### Exercise
If a line in the records contains the word "absolute", count it; state the resulting number and nothing more.

BEGIN

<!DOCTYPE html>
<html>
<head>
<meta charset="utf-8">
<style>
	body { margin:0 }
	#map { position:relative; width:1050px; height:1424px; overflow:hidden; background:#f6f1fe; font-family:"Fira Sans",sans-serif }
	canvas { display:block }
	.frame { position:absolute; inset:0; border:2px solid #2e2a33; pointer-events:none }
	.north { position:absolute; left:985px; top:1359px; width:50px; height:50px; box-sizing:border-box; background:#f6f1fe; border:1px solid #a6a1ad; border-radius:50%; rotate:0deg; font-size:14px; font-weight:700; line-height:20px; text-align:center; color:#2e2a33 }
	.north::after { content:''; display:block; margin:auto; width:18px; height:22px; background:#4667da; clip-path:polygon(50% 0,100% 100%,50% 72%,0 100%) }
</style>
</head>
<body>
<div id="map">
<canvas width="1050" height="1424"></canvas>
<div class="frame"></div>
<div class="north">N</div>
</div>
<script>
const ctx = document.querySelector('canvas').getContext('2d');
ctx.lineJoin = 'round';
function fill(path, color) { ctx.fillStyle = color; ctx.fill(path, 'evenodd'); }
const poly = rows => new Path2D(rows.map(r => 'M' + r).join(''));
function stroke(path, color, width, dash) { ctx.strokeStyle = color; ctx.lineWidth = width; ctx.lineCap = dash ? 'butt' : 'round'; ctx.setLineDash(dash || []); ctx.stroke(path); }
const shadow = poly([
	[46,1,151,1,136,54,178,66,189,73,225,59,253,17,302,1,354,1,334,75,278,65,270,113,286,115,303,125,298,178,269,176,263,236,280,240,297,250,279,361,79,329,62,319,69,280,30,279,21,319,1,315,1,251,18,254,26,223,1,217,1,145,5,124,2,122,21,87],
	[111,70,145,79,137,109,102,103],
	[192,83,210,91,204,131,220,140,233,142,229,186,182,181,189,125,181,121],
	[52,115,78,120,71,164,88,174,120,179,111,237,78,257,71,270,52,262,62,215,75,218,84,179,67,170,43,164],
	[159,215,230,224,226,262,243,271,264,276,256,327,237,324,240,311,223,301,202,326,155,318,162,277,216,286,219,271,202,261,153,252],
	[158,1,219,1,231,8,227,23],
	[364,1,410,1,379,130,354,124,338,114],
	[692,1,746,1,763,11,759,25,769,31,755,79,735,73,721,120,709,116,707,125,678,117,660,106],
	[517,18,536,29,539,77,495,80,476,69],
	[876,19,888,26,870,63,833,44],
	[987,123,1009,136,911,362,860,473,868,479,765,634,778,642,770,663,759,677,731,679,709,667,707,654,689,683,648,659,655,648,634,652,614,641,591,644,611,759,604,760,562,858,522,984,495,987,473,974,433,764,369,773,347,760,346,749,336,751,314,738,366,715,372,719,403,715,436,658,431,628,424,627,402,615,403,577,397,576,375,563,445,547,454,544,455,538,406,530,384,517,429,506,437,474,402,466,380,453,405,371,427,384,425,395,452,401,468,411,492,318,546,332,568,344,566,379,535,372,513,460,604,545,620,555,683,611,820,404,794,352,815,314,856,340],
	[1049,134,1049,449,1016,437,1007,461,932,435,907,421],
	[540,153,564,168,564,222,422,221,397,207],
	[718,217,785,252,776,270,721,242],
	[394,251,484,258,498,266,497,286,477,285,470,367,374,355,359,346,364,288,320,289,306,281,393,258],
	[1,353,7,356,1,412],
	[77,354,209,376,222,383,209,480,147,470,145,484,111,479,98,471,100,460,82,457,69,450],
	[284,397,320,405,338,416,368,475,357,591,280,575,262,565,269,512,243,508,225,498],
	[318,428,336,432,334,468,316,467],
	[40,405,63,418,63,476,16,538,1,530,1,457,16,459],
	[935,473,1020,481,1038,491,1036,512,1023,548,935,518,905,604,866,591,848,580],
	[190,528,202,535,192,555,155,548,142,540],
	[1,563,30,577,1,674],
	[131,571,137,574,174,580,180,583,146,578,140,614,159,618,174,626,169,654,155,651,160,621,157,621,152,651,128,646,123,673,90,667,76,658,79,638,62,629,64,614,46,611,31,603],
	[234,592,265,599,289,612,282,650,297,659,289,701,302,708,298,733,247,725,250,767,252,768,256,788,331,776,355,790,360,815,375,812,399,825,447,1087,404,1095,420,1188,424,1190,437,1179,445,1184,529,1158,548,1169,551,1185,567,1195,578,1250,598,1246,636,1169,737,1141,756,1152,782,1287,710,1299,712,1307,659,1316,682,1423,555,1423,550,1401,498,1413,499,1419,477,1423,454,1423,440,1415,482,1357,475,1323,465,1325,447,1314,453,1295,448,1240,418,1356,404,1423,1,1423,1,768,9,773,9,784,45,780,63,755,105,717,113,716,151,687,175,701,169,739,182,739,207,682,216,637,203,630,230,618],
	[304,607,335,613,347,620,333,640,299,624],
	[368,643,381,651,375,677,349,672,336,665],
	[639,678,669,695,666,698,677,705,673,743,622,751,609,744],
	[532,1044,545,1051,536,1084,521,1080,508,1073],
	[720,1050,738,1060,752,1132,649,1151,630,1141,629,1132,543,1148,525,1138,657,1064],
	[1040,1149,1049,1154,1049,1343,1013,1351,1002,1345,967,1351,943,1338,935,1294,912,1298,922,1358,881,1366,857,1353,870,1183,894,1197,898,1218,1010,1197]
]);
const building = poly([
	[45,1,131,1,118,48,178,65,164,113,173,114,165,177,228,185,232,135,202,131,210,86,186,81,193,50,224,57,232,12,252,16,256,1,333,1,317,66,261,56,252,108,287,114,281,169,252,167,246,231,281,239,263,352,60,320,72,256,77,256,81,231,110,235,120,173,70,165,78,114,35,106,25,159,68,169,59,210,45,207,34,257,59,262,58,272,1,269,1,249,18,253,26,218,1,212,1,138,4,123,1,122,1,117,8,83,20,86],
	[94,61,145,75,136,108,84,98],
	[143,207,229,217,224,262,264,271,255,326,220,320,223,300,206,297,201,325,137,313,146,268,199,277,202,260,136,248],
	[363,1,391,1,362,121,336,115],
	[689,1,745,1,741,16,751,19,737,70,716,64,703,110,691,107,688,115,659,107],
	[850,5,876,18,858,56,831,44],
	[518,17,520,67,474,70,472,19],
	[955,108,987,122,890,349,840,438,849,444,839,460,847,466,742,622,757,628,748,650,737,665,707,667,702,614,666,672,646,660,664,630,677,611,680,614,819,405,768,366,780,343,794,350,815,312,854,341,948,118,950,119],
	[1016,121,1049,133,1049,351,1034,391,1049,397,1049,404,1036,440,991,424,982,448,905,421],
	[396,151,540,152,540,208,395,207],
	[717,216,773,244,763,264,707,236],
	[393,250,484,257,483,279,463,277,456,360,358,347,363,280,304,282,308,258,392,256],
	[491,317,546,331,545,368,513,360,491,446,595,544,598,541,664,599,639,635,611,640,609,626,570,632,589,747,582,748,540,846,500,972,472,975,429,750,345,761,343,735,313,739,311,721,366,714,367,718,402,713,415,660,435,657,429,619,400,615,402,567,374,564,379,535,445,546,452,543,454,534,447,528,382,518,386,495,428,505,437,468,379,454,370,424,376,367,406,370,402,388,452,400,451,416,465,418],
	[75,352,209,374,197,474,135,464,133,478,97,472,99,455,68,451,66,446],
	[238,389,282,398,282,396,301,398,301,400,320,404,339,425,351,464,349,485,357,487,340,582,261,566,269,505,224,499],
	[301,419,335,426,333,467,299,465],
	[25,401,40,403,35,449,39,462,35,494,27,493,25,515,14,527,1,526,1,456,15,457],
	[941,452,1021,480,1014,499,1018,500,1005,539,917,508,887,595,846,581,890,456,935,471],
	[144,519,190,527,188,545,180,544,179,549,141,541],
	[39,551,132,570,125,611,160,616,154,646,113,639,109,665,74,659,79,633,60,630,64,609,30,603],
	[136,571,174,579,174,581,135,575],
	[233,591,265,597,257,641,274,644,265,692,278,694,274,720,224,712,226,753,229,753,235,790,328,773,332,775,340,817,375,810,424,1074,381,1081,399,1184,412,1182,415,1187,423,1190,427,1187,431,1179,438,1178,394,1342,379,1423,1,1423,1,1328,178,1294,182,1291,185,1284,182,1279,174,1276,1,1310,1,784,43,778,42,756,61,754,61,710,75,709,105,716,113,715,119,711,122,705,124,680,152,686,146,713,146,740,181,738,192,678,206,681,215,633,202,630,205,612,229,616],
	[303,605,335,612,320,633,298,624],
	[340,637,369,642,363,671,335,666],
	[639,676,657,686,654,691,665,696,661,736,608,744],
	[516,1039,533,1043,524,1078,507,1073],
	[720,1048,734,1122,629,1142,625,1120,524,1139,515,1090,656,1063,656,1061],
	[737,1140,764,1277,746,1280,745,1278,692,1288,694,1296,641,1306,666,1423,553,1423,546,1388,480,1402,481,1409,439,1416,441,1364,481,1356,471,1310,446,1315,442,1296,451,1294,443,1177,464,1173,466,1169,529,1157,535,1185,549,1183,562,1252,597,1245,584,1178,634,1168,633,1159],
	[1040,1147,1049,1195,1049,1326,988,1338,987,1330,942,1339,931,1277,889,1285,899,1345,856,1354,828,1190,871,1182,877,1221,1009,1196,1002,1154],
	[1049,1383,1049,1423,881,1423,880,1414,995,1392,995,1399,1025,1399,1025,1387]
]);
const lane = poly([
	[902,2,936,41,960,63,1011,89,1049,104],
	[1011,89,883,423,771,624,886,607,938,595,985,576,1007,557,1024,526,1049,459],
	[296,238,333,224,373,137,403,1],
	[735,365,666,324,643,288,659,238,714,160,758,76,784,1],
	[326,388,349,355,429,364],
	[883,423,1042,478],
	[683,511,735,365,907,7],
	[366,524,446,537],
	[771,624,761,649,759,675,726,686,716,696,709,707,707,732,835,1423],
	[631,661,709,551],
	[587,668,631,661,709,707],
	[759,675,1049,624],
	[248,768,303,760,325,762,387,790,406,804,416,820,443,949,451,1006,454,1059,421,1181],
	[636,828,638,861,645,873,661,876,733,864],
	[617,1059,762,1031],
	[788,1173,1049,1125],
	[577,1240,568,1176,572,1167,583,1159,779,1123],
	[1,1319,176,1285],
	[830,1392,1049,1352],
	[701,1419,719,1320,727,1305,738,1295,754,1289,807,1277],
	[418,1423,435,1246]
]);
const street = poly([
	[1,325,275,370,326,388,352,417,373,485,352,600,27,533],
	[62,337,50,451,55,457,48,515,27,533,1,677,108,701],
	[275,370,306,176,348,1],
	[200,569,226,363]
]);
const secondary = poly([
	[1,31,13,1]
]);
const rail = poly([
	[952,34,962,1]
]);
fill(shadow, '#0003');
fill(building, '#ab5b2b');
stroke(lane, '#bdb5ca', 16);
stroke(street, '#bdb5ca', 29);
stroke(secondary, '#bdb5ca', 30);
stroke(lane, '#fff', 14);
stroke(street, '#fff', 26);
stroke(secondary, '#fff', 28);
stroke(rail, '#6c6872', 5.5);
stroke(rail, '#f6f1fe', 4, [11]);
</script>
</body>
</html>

END

### Expected output
2